Slice open jalapeño and scrape out seeds (unless you like things very spicy); discard. Coarsely chop chile and scallions. Mix in a medium bowl with olives, pistachios, lemon juice, vinegar, and 5 Tbsp. oil; season dressing with salt and pepper.


Do Ahead: Dressing can be made 1 day ahead. Cover and chill. Bring to room temperature before serving.



Mix thyme, sesame seeds, and garlic powder in a small bowl. Lightly coat pitas and eggplants with 2 Tbsp. oil; season with salt and rub with thyme mixture. Grill, turning occasionally and moving to a cooler part of grill if needed to avoid scorching until pitas are golden and crisp and eggplants are browned and tender, 5 minutes for pitas, and 8–10 minutes for eggplants. Transfer to a platter and let cool slightly.

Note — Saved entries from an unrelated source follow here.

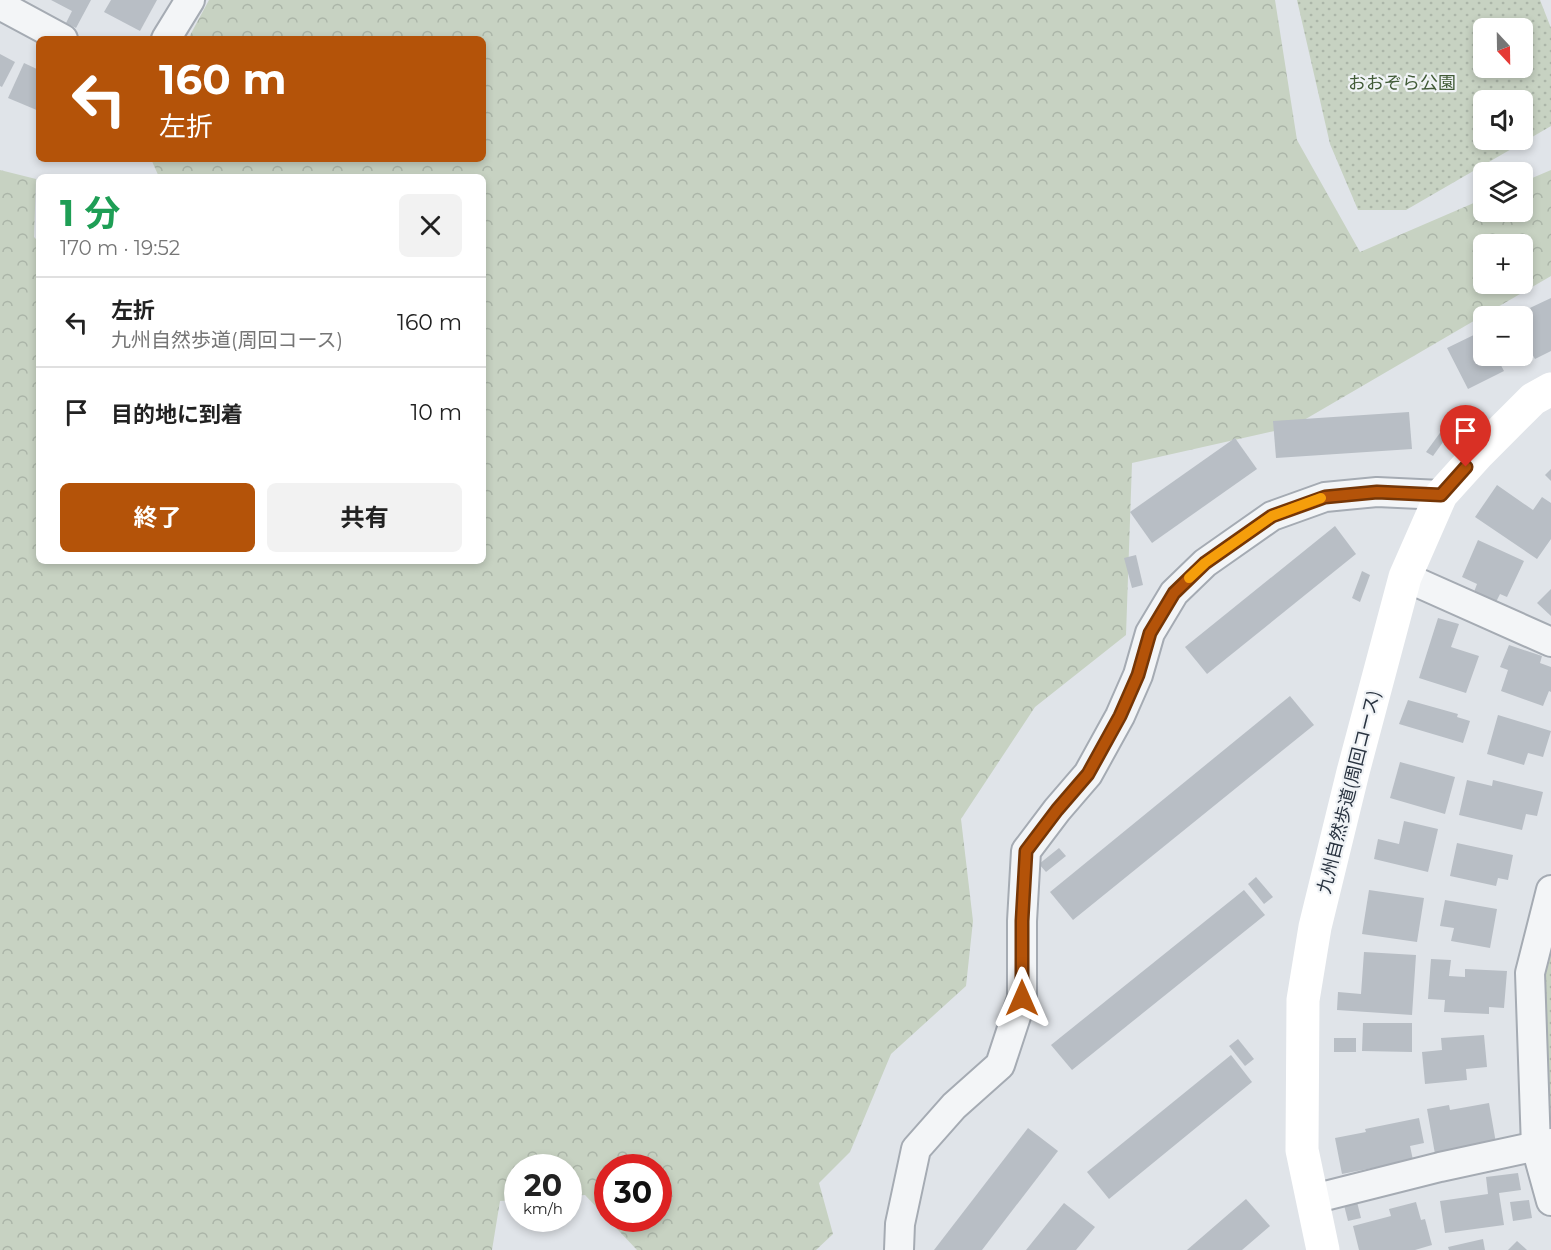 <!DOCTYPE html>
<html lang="ja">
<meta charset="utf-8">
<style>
:root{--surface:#fff;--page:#f2f2f2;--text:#222;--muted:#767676;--line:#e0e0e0;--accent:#b45309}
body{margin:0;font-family:Montserrat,"Noto Sans JP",sans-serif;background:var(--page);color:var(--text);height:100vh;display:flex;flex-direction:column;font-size:22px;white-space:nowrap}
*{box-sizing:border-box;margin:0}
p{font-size:20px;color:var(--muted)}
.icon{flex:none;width:33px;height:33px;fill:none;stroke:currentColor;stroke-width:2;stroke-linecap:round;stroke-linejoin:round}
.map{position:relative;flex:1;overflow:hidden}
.side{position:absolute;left:36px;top:174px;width:450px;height:390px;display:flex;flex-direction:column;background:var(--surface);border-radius:9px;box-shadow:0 3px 9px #0003}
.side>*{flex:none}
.banner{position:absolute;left:36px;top:36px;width:450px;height:126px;border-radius:9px;box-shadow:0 3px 9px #0003;background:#b45309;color:#fff;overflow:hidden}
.needle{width:39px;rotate:158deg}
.controls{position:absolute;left:1473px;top:18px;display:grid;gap:12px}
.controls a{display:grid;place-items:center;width:60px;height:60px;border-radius:9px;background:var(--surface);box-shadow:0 3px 9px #0003;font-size:30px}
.speed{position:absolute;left:504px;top:1154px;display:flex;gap:12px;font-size:30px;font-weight:700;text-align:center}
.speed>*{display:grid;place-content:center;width:78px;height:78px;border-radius:50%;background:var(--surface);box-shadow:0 3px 9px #0003;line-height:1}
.speed small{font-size:15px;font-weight:400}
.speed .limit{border:9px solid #d22;background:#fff;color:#111}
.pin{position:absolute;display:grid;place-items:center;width:51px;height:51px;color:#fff;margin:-62px -26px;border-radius:50% 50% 50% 0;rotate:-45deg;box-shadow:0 0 6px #0007}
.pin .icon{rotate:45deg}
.me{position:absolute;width:66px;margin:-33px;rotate:0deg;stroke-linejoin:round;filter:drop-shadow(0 0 4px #0008)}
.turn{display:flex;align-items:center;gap:21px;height:126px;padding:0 24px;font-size:27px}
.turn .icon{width:78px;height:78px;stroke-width:2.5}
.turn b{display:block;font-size:42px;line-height:51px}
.round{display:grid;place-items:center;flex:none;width:63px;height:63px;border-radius:9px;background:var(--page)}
.head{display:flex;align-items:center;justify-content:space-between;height:102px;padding:0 24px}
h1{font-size:36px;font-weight:700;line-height:45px;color:#1e9e55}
.button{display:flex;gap:12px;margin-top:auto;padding:12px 24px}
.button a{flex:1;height:69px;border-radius:9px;background:var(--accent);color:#fff;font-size:24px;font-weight:700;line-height:69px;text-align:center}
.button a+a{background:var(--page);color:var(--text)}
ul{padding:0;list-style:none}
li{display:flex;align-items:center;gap:18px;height:90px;padding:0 24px;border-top:2px solid var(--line)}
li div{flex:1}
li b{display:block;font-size:22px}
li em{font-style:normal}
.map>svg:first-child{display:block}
</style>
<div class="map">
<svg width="1551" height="1250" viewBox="0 0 1551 1250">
<defs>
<pattern id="forest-crowns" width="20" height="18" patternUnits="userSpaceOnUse" patternTransform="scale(1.5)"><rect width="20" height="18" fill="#c7d2c2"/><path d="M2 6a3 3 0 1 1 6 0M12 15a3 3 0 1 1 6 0" fill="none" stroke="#abb5a8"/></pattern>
<pattern id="park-dots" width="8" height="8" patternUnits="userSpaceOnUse" patternTransform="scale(1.5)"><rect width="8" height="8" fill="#c7d2c2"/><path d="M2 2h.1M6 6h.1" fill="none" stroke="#abb5a8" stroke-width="1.8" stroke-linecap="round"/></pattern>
</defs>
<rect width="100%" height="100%" fill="#e0e4e9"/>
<path fill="url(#forest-crowns)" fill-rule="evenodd" d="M209,0H1275L1297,140L1360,252L1483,199L1484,212H1522L1523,182L1551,170V276L1292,427L1132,463L1126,635L1035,707L961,819L973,921L966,986L891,1054L850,1152L819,1183L833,1234L816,1250H637L585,1195L569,1196L568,1167H518L517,1200L500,1201L492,1250H0V170L36,179L34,237L39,242V561H483V177H159L151,159H483V39H188ZM1484,244H1522V284H1484ZM608,1167H658V1218H608Z"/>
<g fill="url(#park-dots)" fill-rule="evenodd">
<path d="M1297,0H1540L1551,28V126L1406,210H1358L1330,144ZM1484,28H1522V68H1484ZM1484,100H1522V140H1484Z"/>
<polygon points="1551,952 1551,1129 1545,1111 1545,978"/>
</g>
<g fill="#b8bec5">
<polygon points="51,0 91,0 76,28 66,23 72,11"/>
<polygon points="111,0 157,0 140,31 104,12"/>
<polygon points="0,54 15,62 2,87 0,86"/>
<polygon points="24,63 39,70 39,111 8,98"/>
<polygon points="1551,298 1551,351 1535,359 1528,347 1522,350 1522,316 1513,316"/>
<polygon points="1484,330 1484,356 1496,356 1504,371 1468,389 1447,348"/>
<polygon points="1409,412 1412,449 1276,458 1273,421"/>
<polygon points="1445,426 1451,431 1433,456 1426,452"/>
<polygon points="1235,438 1257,469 1152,543 1130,512"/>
<polygon points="1551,469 1551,481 1545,475"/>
<polygon points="1497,485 1533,510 1542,497 1551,503 1551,539 1537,559 1475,517"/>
<polygon points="1335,526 1356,554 1207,674 1185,647"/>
<polygon points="1478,540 1524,561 1507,597 1500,594 1496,602 1474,592 1477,584 1462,577"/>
<polygon points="1136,555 1143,585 1132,588 1124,558"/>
<polygon points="1362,571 1370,575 1360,602 1352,598"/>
<polygon points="1551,589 1551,616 1537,603"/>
<polygon points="1438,618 1459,624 1451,647 1479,656 1466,693 1419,678"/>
<polygon points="1509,645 1542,656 1540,663 1551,667 1551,692 1549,691 1543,706 1501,691 1508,670 1500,667"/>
<polygon points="1290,696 1314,725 1073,920 1050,892"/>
<polygon points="1408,700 1458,714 1457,717 1470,721 1463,743 1399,724"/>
<polygon points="1498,715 1551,731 1543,757 1528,753 1524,765 1487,754"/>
<polygon points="1400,762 1455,777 1445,814 1390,798"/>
<polygon points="1467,780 1492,786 1493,780 1543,792 1537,816 1526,814 1522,830 1459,815"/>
<polygon points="1404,821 1438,829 1428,872 1374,859 1378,839 1399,844"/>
<polygon points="1457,843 1513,855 1508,880 1498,878 1496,886 1450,876"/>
<polygon points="1059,848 1066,856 1046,872 1039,864"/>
<polygon points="1256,877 1273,897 1264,904 1248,884"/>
<polygon points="1244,890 1265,915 1072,1070 1051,1045"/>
<polygon points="1369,890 1424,898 1417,942 1362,934"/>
<polygon points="1445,900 1497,909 1490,948 1451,941 1454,928 1440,926"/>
<polygon points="1364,952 1416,955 1412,1015 1337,1010 1338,992 1361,994"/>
<polygon points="1431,959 1451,960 1449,976 1465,977 1465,969 1507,971 1504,1008 1489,1007 1489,1014 1444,1012 1445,1000 1428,999"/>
<polygon points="1363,1023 1412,1023 1412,1052 1362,1051"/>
<polygon points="1484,1035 1487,1067 1466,1069 1467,1080 1425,1084 1422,1052 1442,1050 1441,1038"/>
<rect x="1334" y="1038" width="22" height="14"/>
<polygon points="1238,1039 1254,1059 1245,1066 1229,1046"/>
<polygon points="1231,1055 1252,1082 1109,1199 1087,1172"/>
<polygon points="1489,1103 1496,1143 1435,1154 1427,1109 1449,1105 1450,1110"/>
<polygon points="1419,1118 1424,1143 1410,1146 1413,1160 1342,1174 1335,1138 1366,1132 1365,1129"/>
<polygon points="1028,1128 1058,1151 982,1250 934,1250"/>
<polygon points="1518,1173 1521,1190 1499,1193 1504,1225 1445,1233 1440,1201 1488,1194 1486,1177"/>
<polygon points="1356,1198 1361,1218 1348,1221 1343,1201"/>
<polygon points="1246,1199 1270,1226 1242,1250 1187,1250"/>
<polygon points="1529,1200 1532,1218 1513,1221 1510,1202"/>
<polygon points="1416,1202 1421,1220 1425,1219 1432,1245 1415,1250 1359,1250 1353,1226 1391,1216 1389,1209"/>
<polygon points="1064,1203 1095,1227 1076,1250 1026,1250"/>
<polygon points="1483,1239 1485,1250 1449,1250 1448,1247"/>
<polygon points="1517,1241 1527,1250 1508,1250"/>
</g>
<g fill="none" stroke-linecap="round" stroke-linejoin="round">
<defs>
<g id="street">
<polyline points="0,5 63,39"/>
<polyline points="166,39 190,0"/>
<polyline points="1405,577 1551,642"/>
<polyline points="1551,890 1530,973 1536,1147 1551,1201"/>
<polyline points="1313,1199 1440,1167 1551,1143"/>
<polyline points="899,1250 900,1224 916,1149 954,1106 1000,1065 1022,998 1022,921 1026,851 1057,810 1088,774 1120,716 1138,675 1150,633 1174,593 1205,563 1272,516 1325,497 1377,492 1441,495"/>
</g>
</defs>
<use href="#street" stroke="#a5abb3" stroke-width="32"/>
<use href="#street" stroke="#f3f5f7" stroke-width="28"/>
<polyline stroke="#fff" stroke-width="33" points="1323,1250 1302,1150 1303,1000 1315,927 1353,772 1405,577 1441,495 1479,453 1533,399 1551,389"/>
</g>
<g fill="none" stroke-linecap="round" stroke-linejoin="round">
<defs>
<polyline id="route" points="1022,998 1022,921 1026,851 1057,810 1088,774 1120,716 1138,675 1150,633 1174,593 1205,563 1272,516 1325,497 1377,492 1441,495 1466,467"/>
</defs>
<use href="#route" stroke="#753606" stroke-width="15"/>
<use href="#route" stroke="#b45309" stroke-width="10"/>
<polyline stroke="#f59e0b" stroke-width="10" points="1189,578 1205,563 1272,516 1321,498"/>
</g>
<g text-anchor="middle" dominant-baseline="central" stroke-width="4.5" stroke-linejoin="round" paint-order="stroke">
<g font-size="18" fill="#415b37" stroke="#f0f3f6">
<text x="1402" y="83">おおぞら公園</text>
</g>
<g font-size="18" fill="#293340" stroke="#f0f3f6">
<text transform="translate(1349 792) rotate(-76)">九州自然歩道(周回コース)</text>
</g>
</g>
</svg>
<div class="controls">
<a><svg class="needle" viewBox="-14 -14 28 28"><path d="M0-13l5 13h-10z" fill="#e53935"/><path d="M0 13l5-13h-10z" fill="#767676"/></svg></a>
<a><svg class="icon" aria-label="sound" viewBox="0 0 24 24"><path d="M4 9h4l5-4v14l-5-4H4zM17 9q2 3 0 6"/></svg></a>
<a><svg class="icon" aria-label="layers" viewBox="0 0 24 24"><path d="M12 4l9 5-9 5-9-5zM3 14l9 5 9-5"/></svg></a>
<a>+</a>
<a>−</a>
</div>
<div class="speed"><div>20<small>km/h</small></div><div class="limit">30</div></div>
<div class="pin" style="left:1466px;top:467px;background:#d93025"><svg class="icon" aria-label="arrive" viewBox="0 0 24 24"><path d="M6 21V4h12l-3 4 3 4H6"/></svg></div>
<svg class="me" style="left:1022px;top:998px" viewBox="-20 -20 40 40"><path d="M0-17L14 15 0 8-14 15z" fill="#b45309" stroke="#fff" stroke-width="4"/></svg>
<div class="banner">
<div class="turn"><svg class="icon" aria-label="left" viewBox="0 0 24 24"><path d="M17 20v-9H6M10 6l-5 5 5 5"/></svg><div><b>160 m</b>左折</div></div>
</div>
<section class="side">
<div class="head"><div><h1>1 分</h1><p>170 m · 19:52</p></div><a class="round"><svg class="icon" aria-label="close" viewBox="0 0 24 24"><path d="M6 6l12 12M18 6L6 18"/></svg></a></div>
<ul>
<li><svg class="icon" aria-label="left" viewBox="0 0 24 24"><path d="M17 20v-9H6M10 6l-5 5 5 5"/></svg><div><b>左折</b><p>九州自然歩道(周回コース)</p></div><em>160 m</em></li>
<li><svg class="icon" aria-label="arrive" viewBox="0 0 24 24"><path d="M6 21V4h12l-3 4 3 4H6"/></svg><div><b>目的地に到着</b></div><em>10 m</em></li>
</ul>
<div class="button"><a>終了</a><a>共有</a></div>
</section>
</div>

Meanwhile, grill Halloumi until charred and soft, about 2 minutes per side. Transfer to platter with pitas and eggplants.

Tear pitas and Halloumi into chunky pieces then cut eggplants into bite-size pieces. Transfer to a large bowl and add cucumbers, tomatoes, and dressing. Give everything a good toss to bring it all together; season with salt. Top with mint leaves and dill sprigs.